This is a simple incrementing service using Redis command.

While the code is surprisingly simple, under the hood this is using:

  • RESTEasy to expose the REST endpoints
  • A Redis database; see below to run one via Docker
  • ArC, the CDI inspired dependency injection tool with zero overhead

Requirements

To compile and run this demo you will need:

  • JDK 11+
  • GraalVM

In addition, you will need either a Redis database, or Docker to run one.

Configuring GraalVM and JDK 11+

Make sure that both the GRAALVM_HOME and JAVA_HOME environment variables have been set, and that a JDK 11+ java command is on the path.

See the Building a Native Executable guide for help setting up your environment.

Building the demo

Launch the Maven build on the checked out sources of this demo:

./mvnw package

Note that running this command will start a Redis instance and run the tests.

Running the demo

Prepare a Redis instance

Make sure you have a Redis instance running.

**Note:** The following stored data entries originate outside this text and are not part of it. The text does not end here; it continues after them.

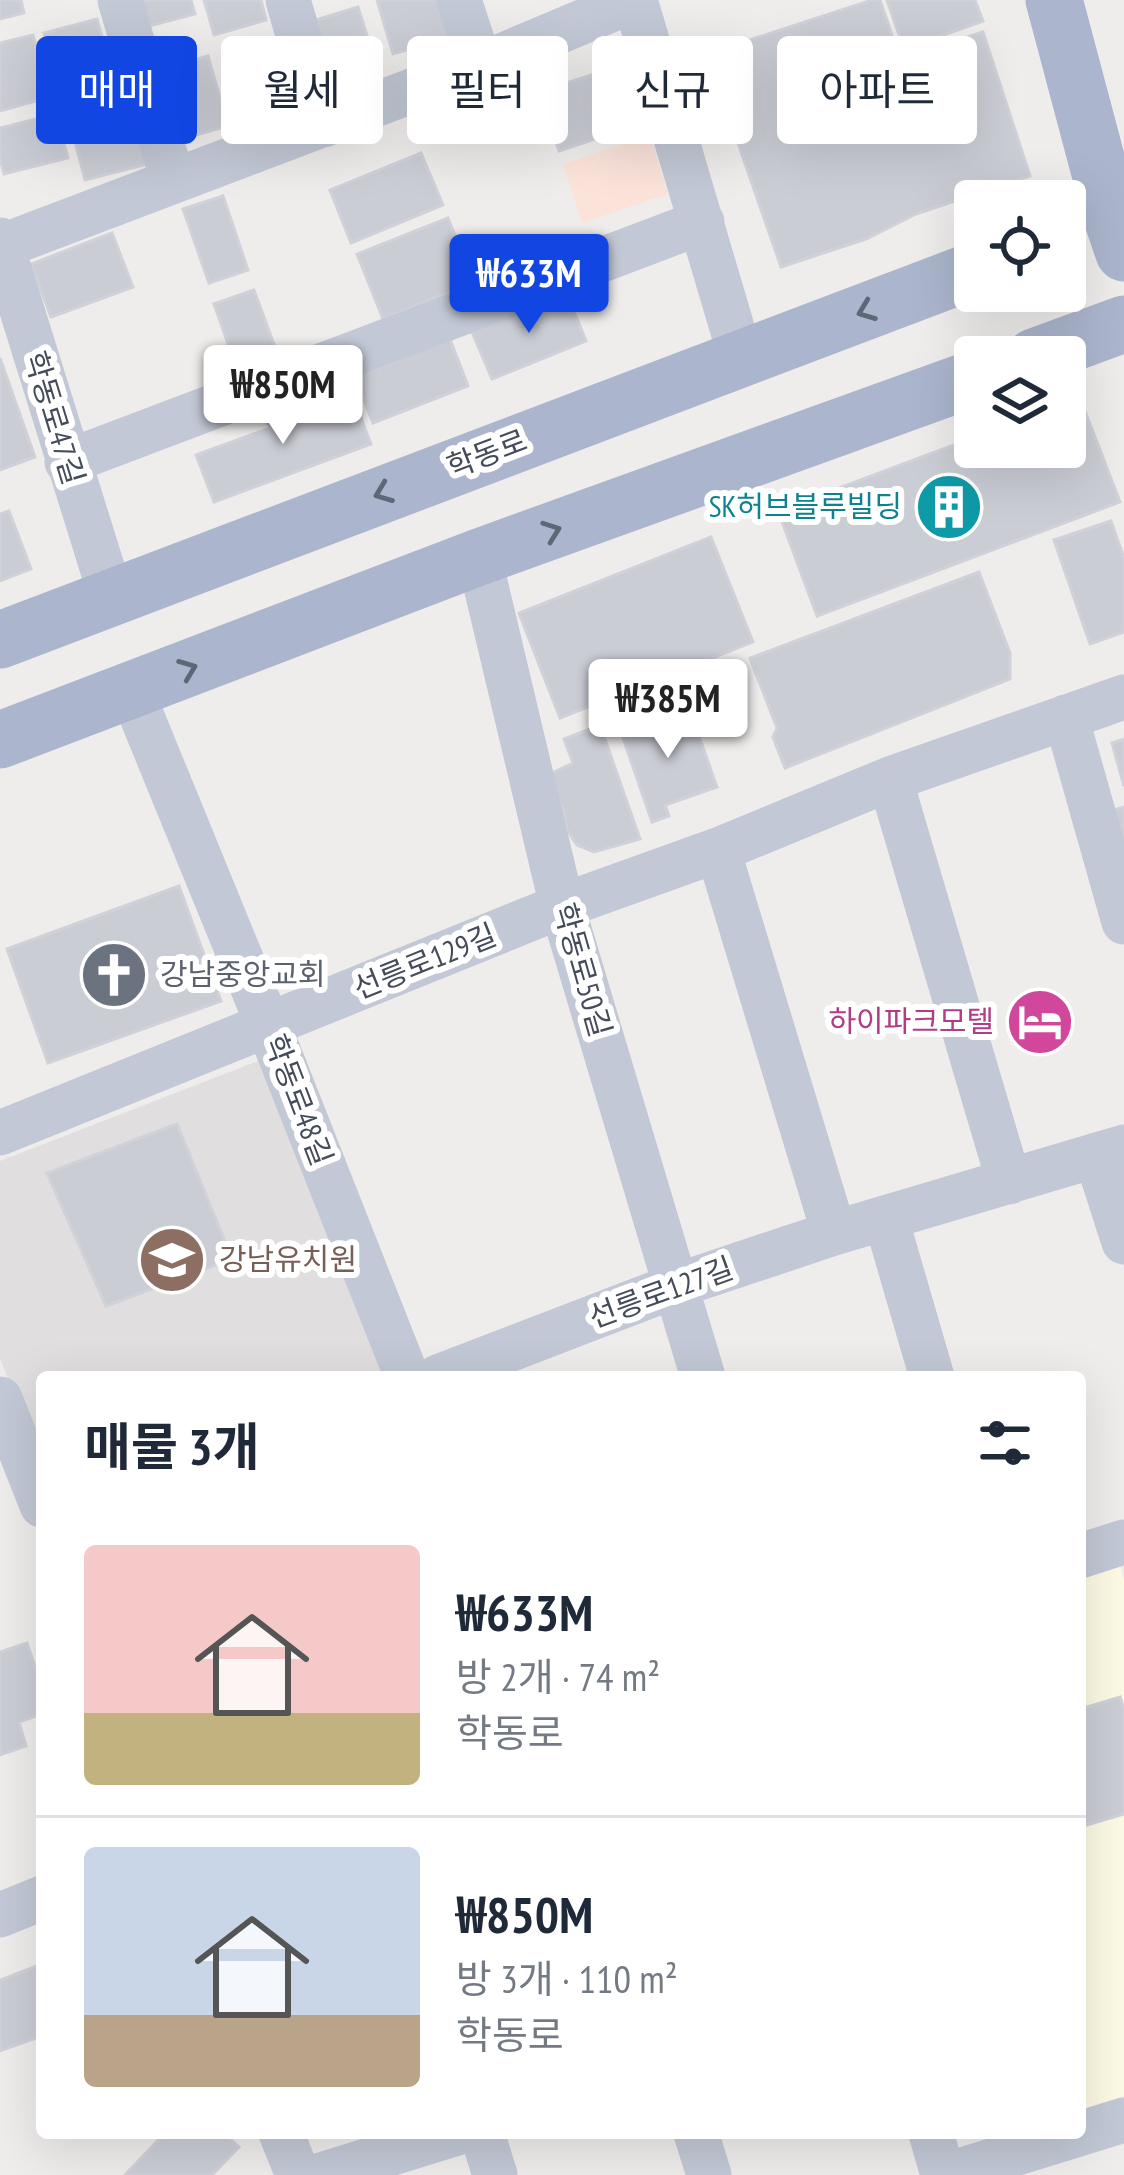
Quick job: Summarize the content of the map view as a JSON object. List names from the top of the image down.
{
  "streets": {
    "main road": ["학동로"],
    "street": [
      "학동로47길",
      "선릉로129길",
      "학동로50길",
      "학동로48길",
      "선릉로127길"
    ]
  },
  "crossings": [
    ["학동로47길", "학동로"],
    ["선릉로129길", "학동로50길"],
    ["선릉로129길", "학동로48길"],
    ["학동로50길", "선릉로127길"]
  ],
  "places": {
    "building": ["SK허브블루빌딩"],
    "church": ["강남중앙교회"],
    "hotel": ["하이파크모텔"],
    "school or university": ["강남유치원"]
  },
  "page": {
    "chip": [
      "매매",
      "월세",
      "필터",
      "신규",
      "아파트"
    ],
    "price": ["₩633M", "₩850M", "₩385M"],
    "heading": "매물 3개",
    "list": [
      {
        "name": "₩633M",
        "note": "방 2개 · 74 m² · 학동로"
      },
      {
        "name": "₩850M",
        "note": "방 3개 · 110 m² · 학동로"
      }
    ]
  }
}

To set up a Redis with Docker:

docker run --ulimit memlock=-1:-1 -it --rm=true --memory-swappiness=0 --name redis_quarkus_test -p 6379:6379 redis:5.0.6

Connection properties for the Redis connection are defined in the standard Quarkus configuration file, src/main/resources/application.properties.

Live coding with Quarkus

The Maven Quarkus plugin provides a development mode that supports live coding. To try this out:

mvn quarkus:dev

In this mode you can make changes to the code and have the changes immediately applied, by just making a http request to the service.

Run Quarkus in JVM mode

When you're done iterating in developer mode, you can run the application as a conventional jar file.

First compile it:

./mvnw package

Note that this command will start a Redis instance to execute the tests. Thus your Redis containers need to be stopped.

Then run it:

java -jar ./target/quarkus-app/quarkus-run.jar

Have a look at how fast it boots.
Or measure total native memory consumption...

Run Quarkus as a native application

You can also create a native executable from this application without making any source code changes. A native executable removes the dependency on the JVM: everything needed to run the application on the target platform is included in the executable, allowing the application to run with minimal resource overhead.

Compiling a native executable takes a bit longer, as GraalVM performs additional steps to remove unnecessary codepaths. Use the native profile to compile a native executable:

./mvnw package -Dnative

After getting a cup of coffee, you'll be able to run this binary directly:

./target/redis-quickstart-1.0.0-SNAPSHOT-runner

Please brace yourself: don't choke on that fresh cup of coffee you just got.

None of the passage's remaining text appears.